THE MANHATTAN TRANSFER
artist THE MANHATTAN TRANSFER
原田和典のBloggin' BLUE NOTE TOKYO
「マンハッタン・トランスファーは、今年で結成40周年なんだ。今日はおなじみの曲から、最近しばらく歌っていなかった曲までたっぷりお届けするよ。最後まで楽しんでいってくれ!」
リーダー格のティム・ハウザーがそう言うと、場内、割れんばかりの拍手と声援が巻き起こります。
マンハッタン・トランスファーの結成時期については諸説ありますが、ティムが"正式な結成"と考えているのは、あくまでもアラン・ポール、ジャニス・シーゲルが加入した1972年であるようです(シェリル・ベンティーンは78年参加)。
彼らが華やかなデビューを飾って以来、いくつもの男女混声グループが「マントラに追いつけ追い越せ」とばかりに登場しました。
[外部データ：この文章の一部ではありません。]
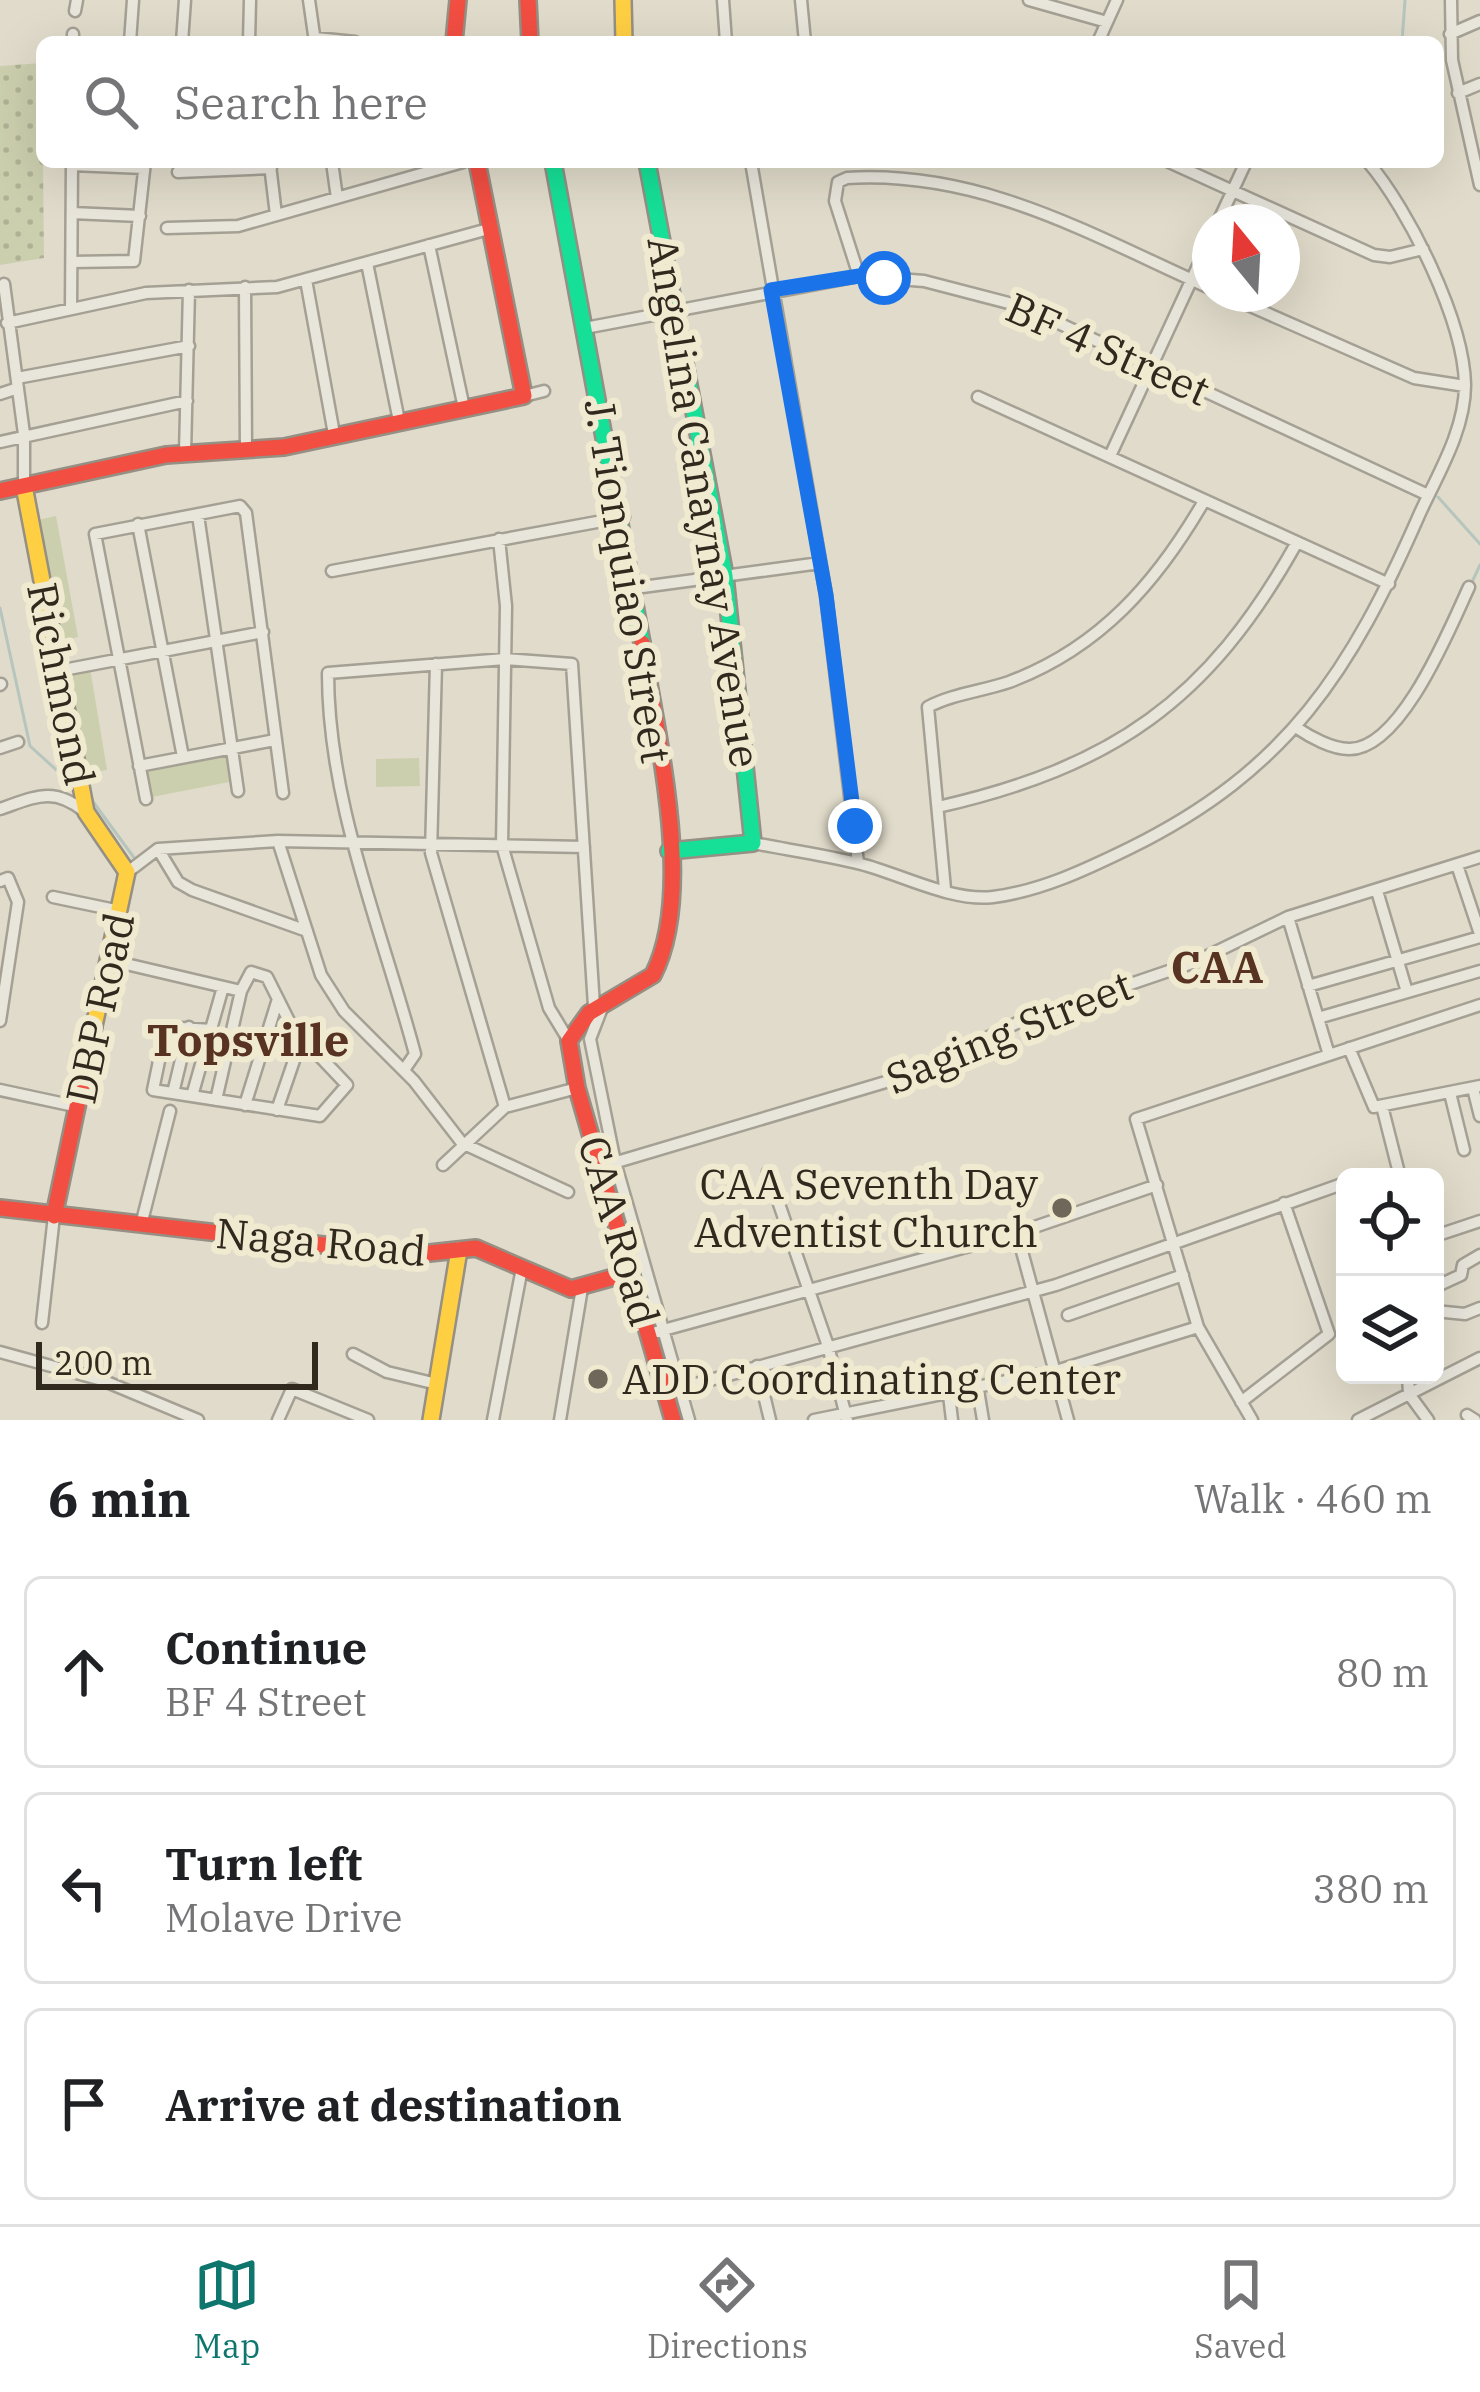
<!DOCTYPE html>
<html lang="en">
<head>
<meta charset="utf-8">
<style>
	:root { --surface:#fff; --page:#f2f2f2; --text:#202124; --muted:#757577; --line:#e0e0e0; --accent:#0f766e }
	body { margin:0; font-family:"IBM Plex Serif",serif; background:var(--page); color:var(--text) }
	.controls { position:absolute; right:36px; bottom:36px; display:grid; overflow:hidden; border-radius:18px; box-shadow:0 12px 48px #0002 }
	.controls button { width:108px; height:108px; display:grid; place-items:center; padding:0; border:0; border-bottom:3px solid var(--line); background:var(--surface); color:var(--text); font:60px sans-serif }
	.compass { position:absolute; left:1192px; top:204px; width:108px; height:108px; border-radius:50%; background:var(--surface); box-shadow:0 12px 48px #0002; rotate:342deg }
	.scale { position:absolute; left:36px; bottom:30px; width:282px; box-sizing:border-box; padding-left:12px; border:6px solid #31291e; border-top:0; font-size:33px; line-height:42px; white-space:nowrap; color:#31291e; -webkit-text-stroke:9px #f0ead1; paint-order:stroke }
	.stop { position:absolute; width:36px; height:36px; margin:-27px; border:9px solid #1a73e8; border-radius:50%; background:#fff }
	.stop.end { background:#1a73e8; border-color:#fff; box-shadow:0 3px 12px #0008 }
	.list { margin:0; padding:0; list-style:none }
	h2 { display:flex; justify-content:space-between; align-items:center; height:156px; margin:0; padding:0 48px; font-size:51px }
	h2 small { font-size:39px; font-weight:400; color:var(--muted) }
	.list li { display:grid; grid-template-columns:78px 1fr auto; gap:36px; align-items:center; box-sizing:border-box; height:192px; margin:0 24px 24px; padding:0 24px; border:3px solid var(--line); border-radius:18px }
	.list b { display:block; font-size:45px; white-space:nowrap }
	.list p { margin:0; font-size:39px; white-space:nowrap; color:var(--muted) }
	.list em { font-size:39px; font-style:normal; color:var(--muted) }
	.icon { flex:none; width:66px; height:66px; fill:none; stroke:currentColor; stroke-width:2; stroke-linecap:round; stroke-linejoin:round }
	.map { position:relative; flex:none; width:1480px; height:1420px; overflow:hidden }
	.search { position:absolute; background:var(--surface); box-shadow:0 12px 48px #0002; left:36px; right:36px; top:36px; height:132px; display:flex; align-items:center; gap:30px; box-sizing:border-box; padding:0 42px; border-radius:18px; color:var(--muted); font-size:45px }
	.sheet { height:804px; background:var(--surface) }
	nav { display:flex; justify-content:space-around; align-items:center; box-sizing:border-box; height:168px; border-top:3px solid var(--line); background:var(--surface); font-size:33px; color:var(--muted) }
	nav a { display:grid; justify-items:center; gap:6px }
	nav .on { color:var(--accent) }
	.map>svg:first-child { display:block }
</style>
</head>
<body>
<div class="map">
<svg width="1480" height="1420" viewBox="0 0 1480 1420">
	<defs>
		<pattern id="grass-dots" width="8" height="8" patternUnits="userSpaceOnUse" patternTransform="scale(3)"><rect width="8" height="8" fill="#cccfae"/><path d="M2 2h.1M6 6h.1" fill="none" stroke="#b0b295" stroke-width="1.8" stroke-linecap="round"/></pattern>
	</defs>
	<rect width="100%" height="100%" fill="#e0dbca"/>
	<path fill="url(#grass-dots)" d="M 42,63 L 44,258 L 0,265 L 0,66 Z"/>
	<path fill="#cccfae" d="M 56,516 L 78,637 L 56,643 L 34,521 Z
		M 90,668 L 107,770 L 84,774 L 62,673 Z
		M 228,750 L 234,781 L 147,798 L 142,768 Z
		M 419,758 L 420,786 L 376,787 L 376,759 Z"/>
	<g fill="none" stroke-linecap="round" stroke-linejoin="round">
		<path stroke="#b6c5bd" stroke-width="3" d="M 1402,42 L 1405,0
			M 1438,497 L 1480,544
			M 1473,580 L 1480,565
			M 0,608 L 30,746 L 74,786
			M 91,799 L 135,859"/>
		<g stroke="#a5a094" stroke-width="15">
			<path id="street" d="M 309,0 L 315,42
				M 723,0 L 726,42
				M 801,0 L 805,42
				M 1029,0 L 1107,22
				M 1451,0 L 1452,60 L 1480,185
				M 75,11 L 77,0
				M 1450,34 L 1480,21
				M 315,38 L 355,42
				M 73,42 L 73,34
				M 130,42 L 133,0
				M 182,42 L 185,0
				M 249,42 L 250,0
				M 1098,42 L 1117,0
				M 1458,93 L 1480,84
				M 332,162 L 337,198
				M 751,162 L 826,595 L 858,863
				M 1169,162 L 1374,255 L 1390,257 L 1423,249
				M 72,165 L 144,168
				M 270,165 L 276,215
				M 178,172 L 271,168
				M 72,213 L 140,216
				M 1218,222 L 1246,162
				M 167,228 L 238,226 L 463,162
				M 429,245 L 464,408
				M 72,262 L 134,261 L 145,162
				M 367,263 L 399,421
				M 859,276 L 835,201 L 838,182 L 847,178 C 982,170 1091,235 1210,288
				M 306,280 L 334,434
				M 4,284 L 24,434 L 24,486
				M 245,287 L 246,451
				M 1223,294 L 1414,378 L 1465,386
				M 71,308 L 72,162
				M 7,323 L 146,293 L 277,287 L 492,228
				M 585,328 L 859,276 L 924,281 L 1024,307 L 1428,495
				M 17,378 L 189,346
				M 0,394 L 18,388
				M 524,396 L 544,391
				M 978,397 L 1389,584
				M 0,442 L 187,401
				M 185,453 L 189,290
				M 1110,456 L 1210,240
				M 198,515 L 238,791
				M 138,524 L 183,757
				M 499,539 L 506,606 L 502,845 L 549,1008 L 569,1041
				M 332,571 L 624,517
				M 635,588 L 820,563
				M 436,664 L 431,853 L 505,1107
				M 58,671 L 263,632
				M 0,685 L 1,684
				M 1297,728 C 1310,737 1332,749 1349,749 C 1401,750 1450,628 1469,587
				M 0,748 L 18,742
				M 139,766 L 275,740
				M 146,799 L 95,534 L 240,506 L 246,513 L 283,793
				M 938,807 C 1113,767 1208,701 1296,544
				M 0,809 C 35,797 53,786 84,811
				M 278,841 L 321,975 L 344,1011 L 414,1081 L 462,1143 L 568,1192
				M 753,843 C 789,850 826,855 861,864 C 900,874 952,902 993,897 C 1041,891 1087,869 1130,848 C 1288,770 1351,671 1420,513 C 1438,474 1465,430 1465,385 C 1464,321 1409,210 1368,162
				M 158,849 L 178,882 L 192,890 L 307,931
				M 1457,865 L 1480,934
				M 133,868 L 158,849 L 278,841 L 584,847
				M 0,881 L 8,878 L 18,902 L 0,1021
				M 945,889 L 928,707 C 952,694 983,691 1009,682 C 1100,648 1157,582 1204,501
				M 1377,891 L 1407,992
				M 53,897 L 120,911
				M 1288,917 L 1329,1055
				M 109,960 L 241,991
				M 1308,986 L 1480,937
				M 602,1008 L 590,1039 L 615,1162 L 689,1420
				M 1318,1018 L 1480,971
				M 211,1030 L 166,1027 L 153,1090 L 320,1116 L 347,1085 L 309,1045 L 300,1043
				M 1349,1048 L 1374,1107 L 1480,1086
				M 404,1070 L 415,1054 C 382,929 328,804 328,673 L 505,659 L 572,664 L 594,1006
				M 1473,1088 L 1480,1116
				M 0,1090 L 79,1107
				M 173,1093 L 189,1027
				M 1450,1093 L 1464,1150
				M 192,1096 L 223,987
				M 216,1100 L 241,991 L 251,972 L 267,977 L 300,1043 L 277,1110
				M 245,1105 L 278,999
				M 1382,1106 L 1400,1177
				M 443,1165 L 505,1107 L 577,1088
				M 600,1167 L 916,1073 L 1019,1022 L 1195,962 L 1288,917 L 1480,857
				M 768,1172 L 828,1346 L 847,1420
				M 141,1225 L 170,1111
				M 1017,1233 L 1068,1420
				M 1435,1236 L 1480,1221
				M 1435,1287 L 1461,1275 L 1463,1265 L 1480,1255
				M 1435,1311 L 1465,1314 L 1480,1308
				M 1068,1315 L 1183,1275
				M 42,1323 L 54,1216
				M 649,1334 L 1017,1233 L 1157,1185
				M 0,1352 L 102,1380 L 198,1420
				M 353,1354 L 387,1372 L 437,1384
				M 757,1366 L 770,1420
				M 1408,1375 L 1409,1394 L 1428,1420
				M 681,1388 L 1056,1285 L 1345,1183
				M 978,1390 L 983,1420
				M 949,1395 L 952,1420
				M 1241,1402 L 1329,1334 L 1284,1203
				M 1467,1415 L 1475,1420
				M 278,1420 L 292,1389 L 368,1420
				M 493,1420 L 522,1268
				M 560,1420 L 582,1288
				M 814,1420 L 1056,1371 L 1198,1327
				M 1252,1420 L 1198,1327 L 1136,1119 L 1480,1005
				M 1358,1420 L 1480,1358"/>
		</g>
		<g stroke="#958f84" stroke-width="20">
			<path id="fast" d="M 553,162 L 642,643
				M 647,162 L 725,576 L 753,843 L 669,851"/>
		</g>
		<g stroke="#958f84" stroke-width="20">
			<path id="slow" d="M 623,0 L 624,42
				M 24,486 L 86,812 L 127,872 L 94,1026
				M 431,1420 L 459,1250"/>
		</g>
		<g stroke="#958f84" stroke-width="20">
			<path id="jam" d="M 528,0 L 530,42
				M 454,42 L 458,0
				M 0,491 L 166,455 L 284,447 L 524,396 L 477,162
				M 642,643 C 656,734 696,891 653,975 L 589,1013 L 569,1041 L 577,1088 L 673,1420
				M 0,1208 L 411,1255 L 476,1248 L 571,1289 L 632,1272
				M 54,1216 L 94,1026"/>
		</g>
		<use href="#street" stroke="#e8e5db" stroke-width="10"/>
		<use href="#fast" stroke="#16e098" stroke-width="15"/>
		<use href="#slow" stroke="#ffcf43" stroke-width="15"/>
		<use href="#jam" stroke="#f24e42" stroke-width="15"/>
	</g>
	<g fill="none" stroke-linecap="round" stroke-linejoin="round">
		<path stroke="#1a73e8" stroke-width="15" d="M 855,826 L 826,595 L 771,290 L 859,276 L 884,278"/>
	</g>
	<g fill="#6e675a" stroke="#f0ead1" stroke-width="4.5">
		<circle cx="1062" cy="1208" r="12"/>
		<circle cx="598" cy="1379" r="12"/>
	</g>
	<g text-anchor="middle" stroke-width="12" stroke-linejoin="round" paint-order="stroke">
		<g font-size="42" fill="#31291e" stroke="#f0ead1">
			<text transform="translate(1108 349) rotate(24)" y="15">BF 4 Street</text>
			<text transform="translate(704 502) rotate(81)" y="15">Angelina Canaynay Avenue</text>
			<text transform="translate(628 581) rotate(81)" y="15">J. Tionquiao Street</text>
			<text transform="translate(61 684) rotate(79)" y="15">Richmond</text>
			<text transform="translate(100 1008) rotate(-78)" y="15">DBP Road</text>
			<text transform="translate(1009 1032) rotate(-22)" y="15">Saging Street</text>
			<text transform="translate(619 1231) rotate(74)" y="15">CAA Road</text>
			<text transform="translate(321 1242) rotate(5)" y="15">Naga Road</text>
		</g>
		<g font-size="42" fill="#31291e" stroke="#f0ead1" text-anchor="end">
			<text x="1038" y="1199">CAA Seventh Day<tspan x="1038" dy="48">Adventist Church</tspan></text>
			<text x="622" y="1394" text-anchor="start">ADD Coordinating Center</text>
		</g>
		<g font-size="45" font-weight="bold" fill="#593322" stroke="#f0ead1">
			<text x="1217" y="983">CAA</text>
			<text x="248" y="1056">Topsville</text>
		</g>
	</g>
</svg>
<div class="controls">
<button><svg class="icon" aria-label="locate" viewBox="0 0 24 24"><circle cx="12" cy="12" r="6"/><path d="M12 2v4M12 18v4M2 12h4M18 12h4"/></svg></button>
<button><svg class="icon" aria-label="layers" viewBox="0 0 24 24"><path d="M12 4l9 5-9 5-9-5zM3 14l9 5 9-5"/></svg></button>
</div>
<svg class="compass" viewBox="-18 -18 36 36"><path d="M0-13l5 13h-10z" fill="#e53935"/><path d="M0 13l5-13h-10z" fill="#757577"/></svg>
<div class="scale">200 m</div>
<div class="stop" style="left:884px;top:278px"></div>
<div class="stop end" style="left:855px;top:826px"></div>
<div class="search"><svg class="icon" aria-label="search" viewBox="0 0 24 24"><circle cx="10" cy="10" r="6"/><path d="M15 15l6 6"/></svg>Search here</div>
</div>
<section class="sheet">
<h2>6 min<small>Walk · 460 m</small></h2>
<ul class="list">
<li><svg class="icon" aria-label="ahead" viewBox="0 0 24 24"><path d="M12 20V5M6 11l6-6 6 6"/></svg><div><b>Continue</b><p>BF 4 Street</p></div><em>80 m</em></li>
<li><svg class="icon" aria-label="left" viewBox="0 0 24 24"><path d="M17 20v-9H6M10 6l-5 5 5 5"/></svg><div><b>Turn left</b><p>Molave Drive</p></div><em>380 m</em></li>
<li><svg class="icon" aria-label="arrive" viewBox="0 0 24 24"><path d="M6 21V4h12l-3 4 3 4H6"/></svg><div><b>Arrive at destination</b></div></li>
</ul>
</section>
<nav>
<a class="on"><svg class="icon" aria-label="map" viewBox="0 0 24 24"><path d="M3 6l6-2 6 2 6-2v14l-6 2-6-2-6 2zM9 4v14M15 6v14"/></svg>Map</a>
<a><svg class="icon" aria-label="directions" viewBox="0 0 24 24"><path d="M12 3l9 9-9 9-9-9zM9 14v-3h6M13 9l2 2-2 2"/></svg>Directions</a>
<a><svg class="icon" aria-label="saved" viewBox="0 0 24 24"><path d="M7 4h10v16l-5-4-5 4z"/></svg>Saved</a>
</nav>
</body>
</html>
しかし、誰も追いつけず追い越してもいません。完璧なハーモニー、選曲の面白さに加え、マントラには抜群のエンタテインメント性があります。そしてお客さんに、「ああ、ライヴに来て本当によかった」と言わせずにはいられないホスピタリティがあります。彼らのステージは、ぼくにとってアメリカの華やかさな部分、陽気な部分そのものです。
ぼくが見た初日のセカンド・セットは、クインシー・ジョーンズ・オーケストラのレパートリーだった「MEET BENNY BAILEY」、カウント・ベイシー・オーケストラの定番「CORNER POCKET」、ライオネル・ハンプトン・オーケストラで有名な「AIRMAIL SPECIAL」等、ビッグ・バンドゆかりのナンバーが目立ちました。
あの大編成ならではの分厚いサウンドを、マントラは巧みに四声で醸しだします。たとえば「MEET BENNY BAILEY」では、原曲にあるミュート・トランペットとフルートのユニゾンをジャニスとシェリルが再現し、サックス・セクションとトロンボーン・セクションのパートをティムとアランが歌います。「CORNER POCKET」は、かつてサラ ・ヴォーンが「UNTIL I MET YOU」というタイトルでも歌っていましたが、マントラはそれとは別の歌詞を用いて、ベイシー・オーケストラの名演(1955年)に沿った歌唱を繰り広げました。
いっぽう、ポップス~ドゥーワップ系レパートリーに持ち味を発揮するのもマントラの魅力です。この日はザ・カプリスの「MORSE CODE OF LOVE」、ジャッキー・ウィルソンの「TO BE LOVED」(ア ランのソロ)等を聴かせてくれました。ほかにも、「BIRDLAND」、「ROUTE 66」、「SPAIN」と、これでもかといわんばかりに名曲が押し寄せてきます。ハーモニーのフルコースをたっぷり味わった満足感に浸りながら、ぼくはクラブをあとにしました。